MonoNPHM: Dynamic Head Reconstruction from Monoculuar Videos

Paper | Video | Project Page

This repository contains the official implementation of the paper:

MonoNPHM: Dynamic Head Reconstruction from Monoculuar Videos

Simon Giebenhain, Tobias Kirschstein, Markos Georgopoulos, Martin Rünz, Lourdes Agaptio and Matthias Nießner
CVPR 2024 Highlight

1. Installation

1.1 Dependencies

a) Setup a conda environment and activate it via

conda env create -f environment.yml   
conda activate mononphm

which creates a new enivornment named mononphm. (Installation may take some time).

b) Next, manually install Pytorch related packages. MonoNPHM depends on Pytorch3D and PytorchGeometric, which can sometimes be tricky to install.
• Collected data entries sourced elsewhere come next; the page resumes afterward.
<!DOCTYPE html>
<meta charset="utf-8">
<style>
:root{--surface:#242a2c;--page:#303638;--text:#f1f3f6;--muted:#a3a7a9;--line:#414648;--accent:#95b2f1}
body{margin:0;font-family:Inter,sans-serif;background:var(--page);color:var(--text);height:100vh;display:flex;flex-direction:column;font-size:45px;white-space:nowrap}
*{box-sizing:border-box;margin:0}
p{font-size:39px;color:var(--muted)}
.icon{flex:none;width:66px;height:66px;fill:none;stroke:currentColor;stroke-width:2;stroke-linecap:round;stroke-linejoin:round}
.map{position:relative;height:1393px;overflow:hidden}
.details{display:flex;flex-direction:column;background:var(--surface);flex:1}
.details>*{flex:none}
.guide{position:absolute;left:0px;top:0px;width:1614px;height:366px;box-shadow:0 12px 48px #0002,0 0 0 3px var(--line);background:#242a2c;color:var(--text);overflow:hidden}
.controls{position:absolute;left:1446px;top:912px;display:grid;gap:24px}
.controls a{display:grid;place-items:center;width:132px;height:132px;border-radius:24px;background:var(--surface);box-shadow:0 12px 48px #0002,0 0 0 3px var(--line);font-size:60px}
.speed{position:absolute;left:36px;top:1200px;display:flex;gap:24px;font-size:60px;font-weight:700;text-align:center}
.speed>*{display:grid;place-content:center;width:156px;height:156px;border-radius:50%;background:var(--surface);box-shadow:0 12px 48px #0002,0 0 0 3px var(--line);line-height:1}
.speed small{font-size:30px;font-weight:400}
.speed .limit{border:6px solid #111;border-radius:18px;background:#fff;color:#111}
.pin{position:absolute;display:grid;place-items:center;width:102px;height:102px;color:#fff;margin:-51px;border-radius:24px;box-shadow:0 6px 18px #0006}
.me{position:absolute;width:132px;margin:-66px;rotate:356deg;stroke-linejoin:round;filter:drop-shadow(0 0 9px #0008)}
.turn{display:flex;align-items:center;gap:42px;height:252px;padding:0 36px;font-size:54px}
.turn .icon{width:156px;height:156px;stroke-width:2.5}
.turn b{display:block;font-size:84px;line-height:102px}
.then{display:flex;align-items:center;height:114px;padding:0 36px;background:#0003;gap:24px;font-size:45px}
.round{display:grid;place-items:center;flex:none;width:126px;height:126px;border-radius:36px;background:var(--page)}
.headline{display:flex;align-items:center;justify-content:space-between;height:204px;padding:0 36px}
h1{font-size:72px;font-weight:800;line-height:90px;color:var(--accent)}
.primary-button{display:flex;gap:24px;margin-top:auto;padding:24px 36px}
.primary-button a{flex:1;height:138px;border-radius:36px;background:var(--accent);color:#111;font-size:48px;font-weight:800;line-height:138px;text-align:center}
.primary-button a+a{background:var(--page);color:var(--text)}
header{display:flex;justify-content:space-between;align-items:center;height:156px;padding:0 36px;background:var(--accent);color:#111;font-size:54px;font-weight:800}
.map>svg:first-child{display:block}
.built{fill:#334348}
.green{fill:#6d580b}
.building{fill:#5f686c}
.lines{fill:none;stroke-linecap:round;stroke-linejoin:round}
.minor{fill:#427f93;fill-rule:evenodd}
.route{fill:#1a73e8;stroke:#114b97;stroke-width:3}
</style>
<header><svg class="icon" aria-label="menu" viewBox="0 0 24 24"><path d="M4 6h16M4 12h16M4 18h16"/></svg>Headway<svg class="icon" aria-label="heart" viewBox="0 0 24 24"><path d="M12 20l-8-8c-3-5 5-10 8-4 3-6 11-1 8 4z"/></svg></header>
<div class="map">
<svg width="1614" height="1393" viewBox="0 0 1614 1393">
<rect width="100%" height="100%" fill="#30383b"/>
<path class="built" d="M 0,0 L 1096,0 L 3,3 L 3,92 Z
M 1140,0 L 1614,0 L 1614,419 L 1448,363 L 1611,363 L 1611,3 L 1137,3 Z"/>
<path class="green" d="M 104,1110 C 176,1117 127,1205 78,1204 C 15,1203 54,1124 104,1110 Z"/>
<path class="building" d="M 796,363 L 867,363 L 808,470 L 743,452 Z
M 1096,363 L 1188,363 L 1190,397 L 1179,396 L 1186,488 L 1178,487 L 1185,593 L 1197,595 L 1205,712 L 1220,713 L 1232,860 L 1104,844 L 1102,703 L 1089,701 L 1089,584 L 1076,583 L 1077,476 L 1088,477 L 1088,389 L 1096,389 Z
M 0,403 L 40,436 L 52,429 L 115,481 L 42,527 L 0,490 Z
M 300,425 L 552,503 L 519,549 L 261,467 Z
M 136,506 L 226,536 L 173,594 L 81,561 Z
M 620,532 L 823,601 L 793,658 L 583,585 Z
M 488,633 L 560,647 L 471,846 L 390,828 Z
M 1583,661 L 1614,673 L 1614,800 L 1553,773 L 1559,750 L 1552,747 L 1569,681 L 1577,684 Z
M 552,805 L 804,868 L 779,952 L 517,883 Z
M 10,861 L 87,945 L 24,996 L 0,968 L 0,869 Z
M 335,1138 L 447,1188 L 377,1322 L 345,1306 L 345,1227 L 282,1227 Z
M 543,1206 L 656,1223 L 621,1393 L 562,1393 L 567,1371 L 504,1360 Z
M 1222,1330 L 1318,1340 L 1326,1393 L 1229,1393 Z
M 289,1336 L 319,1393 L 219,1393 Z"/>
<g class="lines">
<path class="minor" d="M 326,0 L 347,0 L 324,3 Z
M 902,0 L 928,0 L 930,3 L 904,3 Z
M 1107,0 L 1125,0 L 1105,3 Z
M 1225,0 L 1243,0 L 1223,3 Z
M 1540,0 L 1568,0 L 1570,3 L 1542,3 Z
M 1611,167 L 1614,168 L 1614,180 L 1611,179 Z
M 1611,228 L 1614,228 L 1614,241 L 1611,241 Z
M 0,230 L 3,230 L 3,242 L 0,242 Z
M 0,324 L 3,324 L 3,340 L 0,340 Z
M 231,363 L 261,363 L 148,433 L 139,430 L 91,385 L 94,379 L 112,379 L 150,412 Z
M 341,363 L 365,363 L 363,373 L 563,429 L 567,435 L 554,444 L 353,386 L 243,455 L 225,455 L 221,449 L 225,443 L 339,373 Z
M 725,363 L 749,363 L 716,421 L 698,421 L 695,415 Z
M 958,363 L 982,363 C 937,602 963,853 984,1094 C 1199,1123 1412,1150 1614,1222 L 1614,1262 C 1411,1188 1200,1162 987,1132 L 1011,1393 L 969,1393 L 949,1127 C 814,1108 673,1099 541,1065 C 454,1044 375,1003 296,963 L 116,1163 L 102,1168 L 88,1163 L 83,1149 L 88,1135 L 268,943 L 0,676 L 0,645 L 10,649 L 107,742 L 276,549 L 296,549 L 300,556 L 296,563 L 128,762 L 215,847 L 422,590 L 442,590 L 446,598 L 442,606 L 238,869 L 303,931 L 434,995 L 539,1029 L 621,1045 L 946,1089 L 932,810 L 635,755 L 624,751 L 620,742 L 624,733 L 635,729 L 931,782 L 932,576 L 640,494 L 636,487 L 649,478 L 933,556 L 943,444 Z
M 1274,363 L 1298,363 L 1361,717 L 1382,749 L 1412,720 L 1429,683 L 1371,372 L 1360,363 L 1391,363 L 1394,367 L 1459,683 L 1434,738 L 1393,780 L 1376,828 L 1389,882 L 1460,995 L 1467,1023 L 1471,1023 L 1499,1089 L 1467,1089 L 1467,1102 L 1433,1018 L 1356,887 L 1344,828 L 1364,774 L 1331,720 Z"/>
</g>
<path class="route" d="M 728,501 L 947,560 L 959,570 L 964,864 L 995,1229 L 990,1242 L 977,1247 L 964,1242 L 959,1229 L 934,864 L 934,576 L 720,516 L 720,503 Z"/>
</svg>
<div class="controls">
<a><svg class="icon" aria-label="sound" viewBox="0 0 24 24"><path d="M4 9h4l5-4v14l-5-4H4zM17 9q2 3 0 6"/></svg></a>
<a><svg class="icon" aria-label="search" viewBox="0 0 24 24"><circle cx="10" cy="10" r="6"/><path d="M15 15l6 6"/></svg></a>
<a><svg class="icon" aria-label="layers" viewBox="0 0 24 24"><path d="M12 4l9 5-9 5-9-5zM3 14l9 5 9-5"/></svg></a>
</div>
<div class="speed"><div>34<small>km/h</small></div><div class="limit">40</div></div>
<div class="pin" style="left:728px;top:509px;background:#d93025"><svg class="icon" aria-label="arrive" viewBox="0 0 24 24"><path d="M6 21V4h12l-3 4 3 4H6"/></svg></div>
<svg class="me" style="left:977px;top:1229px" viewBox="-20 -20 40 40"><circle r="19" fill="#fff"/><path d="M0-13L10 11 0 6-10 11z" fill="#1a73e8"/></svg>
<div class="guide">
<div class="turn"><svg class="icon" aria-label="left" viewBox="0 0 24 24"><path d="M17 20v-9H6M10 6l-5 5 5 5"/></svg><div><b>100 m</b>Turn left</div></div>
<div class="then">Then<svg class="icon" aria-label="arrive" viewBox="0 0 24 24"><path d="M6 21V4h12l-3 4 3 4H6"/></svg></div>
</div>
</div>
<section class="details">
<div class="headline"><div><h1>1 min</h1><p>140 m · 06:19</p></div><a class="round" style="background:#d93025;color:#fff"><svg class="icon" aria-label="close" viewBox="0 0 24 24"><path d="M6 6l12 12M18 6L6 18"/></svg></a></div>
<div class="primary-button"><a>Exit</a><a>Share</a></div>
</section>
On Linux the following order of commands worked for us:

# Install pytorch with CUDA support
conda install pytorch==2.0.1 torchvision==0.15.2 torchaudio==2.0.2 pytorch-cuda=11.7 -c pytorch -c nvidia

# Install PytorchGeometry and helper packages with CUDA support
conda install pyg -c pyg
pip install pyg_lib torch_scatter torch_sparse torch_cluster torch_spline_conv -f https://data.pyg.org/whl/torch-2.0.0+cu117.html

# Install Pytorch3D with CUDA support
conda install -c fvcore -c iopath -c conda-forge fvcore iopath
conda install pytorch3d=0.7.4 -c pytorch3d

Finally, fix the numpy version using

pip uninstall numpy
pip install numpy==1.23
pip install pyopengl==3.1.5

c) Install the mononphm pacakge in an editable way by running

pip install -e .

1.2 Environment Paths

All paths to data / models / infernce are defined by environment variables. For this we recomment to create a file in your home directory in ~/.config/mononphm/.env with the following content:

MONONPHM_CODE_BASE="{LOCATION OF THIS REPOSITORY}"
MONONPHM_TRAINING_SUPERVISION="{LOCATION WHERE TRAINING SUPERVISION DATA WILL BE STORED}"
MONONPHM_DATA="{LOCATION OF NPHM DATASET}"
MONONPHM_EXPERIMENT_DIR="{LOCATION FOR TRAINING RUNS }"
MONONPHM_DATA_TRACKING="{LOCATION FOR TRACKING INPUT}"
MONONPHM_TRACKING_OUTPUT="{LOCATION FOR TRACKING OUTPUT}"

Replace the {...} with the locations where data / models / experiments should be located on your machine.

If you do not like creating a config file in your home directory, you can instead hard-code the paths in the env.py. Note that using the .config folder can be great advantage when working with different machines, e.g. a local PC and a GPU cluster.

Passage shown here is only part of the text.